In this post, we briefly introduce the recent improvements we did to RocksDB to improve the issue of lock contention costs.

RocksDB has a simple thread synchronization mechanism (See RocksDB Architecture Guide  to understand terms used below, like SST tables or mem tables). SST tables are immutable after being written and mem tables are lock-free data structures supporting single writer and multiple readers. There is only one single major lock, the DB mutex (DBImpl.mutex_) protecting all the meta operations, including:

  • Increase or decrease reference counters of mem tables and SST tables

  • Change and check meta data structures, before and after finishing compactions, flushes and new mem table creations

  • Coordinating writers

This DB mutex used to be scalability bottleneck preventing us from scaling to more than 16 threads. To address the issue, we improved RocksDB in several ways.

  1. Consolidate reference counters and introduce “super version”. For every read operation, mutex was acquired, and reference counters for each mem table and each SST table were increased. One such operation is not expensive but if you are building a high throughput server with lots of reads, the lock contention will become the bottleneck. This is especially true if you store all your data in RAM.

To solve this problem, we created a meta-meta data structure called “super version”, which holds reference counters to all those mem table and SST tables, so that readers only need to increase the reference counters for this single data structure. In RocksDB, list of live mem tables and SST tables only changes infrequently, which would happen when new mem tables are created or flush/compaction happens. Now, at those times, a new super version is created with their reference counters increased. A super version lists live mem tables and SST tables so a reader only needs acquire the lock in order to find the latest super version and increase its reference counter. From the super version, the reader can find all the mem and SST tables which are safety accessible as long as the reader holds the reference count for the super version.

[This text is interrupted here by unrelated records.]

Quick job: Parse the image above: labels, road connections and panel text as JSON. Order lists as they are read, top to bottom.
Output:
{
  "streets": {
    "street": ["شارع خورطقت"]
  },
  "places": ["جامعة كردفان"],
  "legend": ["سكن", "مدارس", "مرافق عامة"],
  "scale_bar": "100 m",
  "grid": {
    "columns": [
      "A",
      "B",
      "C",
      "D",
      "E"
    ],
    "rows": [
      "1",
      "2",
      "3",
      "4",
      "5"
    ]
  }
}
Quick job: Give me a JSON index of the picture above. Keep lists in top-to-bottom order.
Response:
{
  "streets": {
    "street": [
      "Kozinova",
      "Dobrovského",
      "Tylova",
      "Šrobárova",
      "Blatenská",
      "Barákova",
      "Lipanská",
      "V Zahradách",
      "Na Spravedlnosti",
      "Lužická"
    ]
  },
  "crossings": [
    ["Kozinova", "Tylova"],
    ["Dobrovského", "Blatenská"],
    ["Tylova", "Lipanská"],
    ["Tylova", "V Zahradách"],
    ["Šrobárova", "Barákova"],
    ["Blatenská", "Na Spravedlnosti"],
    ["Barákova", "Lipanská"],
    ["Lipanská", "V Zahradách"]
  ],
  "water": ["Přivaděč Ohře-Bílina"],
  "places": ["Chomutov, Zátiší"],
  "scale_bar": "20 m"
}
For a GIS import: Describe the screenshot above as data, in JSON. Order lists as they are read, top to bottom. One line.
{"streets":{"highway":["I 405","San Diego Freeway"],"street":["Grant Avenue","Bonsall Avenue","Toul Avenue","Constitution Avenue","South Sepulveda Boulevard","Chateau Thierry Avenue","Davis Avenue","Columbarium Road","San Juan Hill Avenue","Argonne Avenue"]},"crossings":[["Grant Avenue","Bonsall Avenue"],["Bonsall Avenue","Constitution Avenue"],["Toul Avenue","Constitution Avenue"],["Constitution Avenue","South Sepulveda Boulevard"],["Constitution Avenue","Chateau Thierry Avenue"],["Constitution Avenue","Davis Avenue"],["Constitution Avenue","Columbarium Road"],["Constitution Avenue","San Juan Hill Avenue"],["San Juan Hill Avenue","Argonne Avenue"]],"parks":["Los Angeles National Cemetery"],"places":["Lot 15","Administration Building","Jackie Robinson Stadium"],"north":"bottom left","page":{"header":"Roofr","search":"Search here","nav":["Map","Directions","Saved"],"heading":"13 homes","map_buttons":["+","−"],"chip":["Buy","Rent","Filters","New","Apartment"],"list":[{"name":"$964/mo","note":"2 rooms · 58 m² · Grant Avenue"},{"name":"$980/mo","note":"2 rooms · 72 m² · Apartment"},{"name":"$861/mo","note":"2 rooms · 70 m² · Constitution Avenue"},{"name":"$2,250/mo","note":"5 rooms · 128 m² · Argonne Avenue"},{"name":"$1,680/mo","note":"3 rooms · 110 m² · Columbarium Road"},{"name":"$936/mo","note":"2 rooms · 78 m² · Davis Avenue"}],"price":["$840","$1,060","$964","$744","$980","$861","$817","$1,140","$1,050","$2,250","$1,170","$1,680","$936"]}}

  1. We replace some reference counters to stc::atomic objects, so that decreasing reference count of an object usually doesn’t need to be inside the mutex any more.

  2. Make fetching super version and reference counting lock-free in read queries. After consolidating reference counting to one single super version and removing the locking for decreasing reference counts, in read case, we only acquire mutex for one thing: fetch the latest super version and increase the reference count for that (dereference the counter is done in an atomic decrease). We designed and implemented a (mostly) lock-free approach to do it. See details. We will write a separate blog post for that.

  3. Avoid disk I/O inside the mutex. As we know, each disk I/O to hard drives takes several milliseconds. It can be even longer if file system journal is involved or I/Os are queued. Even occasional disk I/O within mutex can cause huge performance outliers. We identified in two situations, we might do disk I/O inside mutex and we removed them: (1) Opening and closing transactional log files. We moved those operations out of the mutex. (2) Information logging. In multiple places we write to logs within mutex. There is a chance that file write will wait for disk I/O to finish before finishing, even if fsync() is not issued, especially in EXT systems. We occasionally see 100+ milliseconds write() latency on EXT. Instead of removing those logging, we came up with a solution of delay logging. When inside mutex, instead of directly writing to the log file, we write to a log buffer, with the timing information. As soon as mutex is released, we flush the log buffer to log files.

  4. Reduce object creation inside the mutex. Object creation can be slow because it involves malloc (in our case). Malloc sometimes is slow because it needs to lock some shared data structures. Allocating can also be slow because we sometimes do expensive operations in some of our classes’ constructors. For these reasons, we try to reduce object creations inside the mutex. Here are two examples:

(1) std::vector uses malloc inside. We introduced “autovector” data structure, in which memory for first a few elements are pre-allocated as members of the autovector class. When an autovector is used as a stack variable, no malloc will be needed unless the pre-allocated buffer is used up. This autovector is quite useful for manipulating those meta data structures. Those meta operations are often locked inside DB mutex.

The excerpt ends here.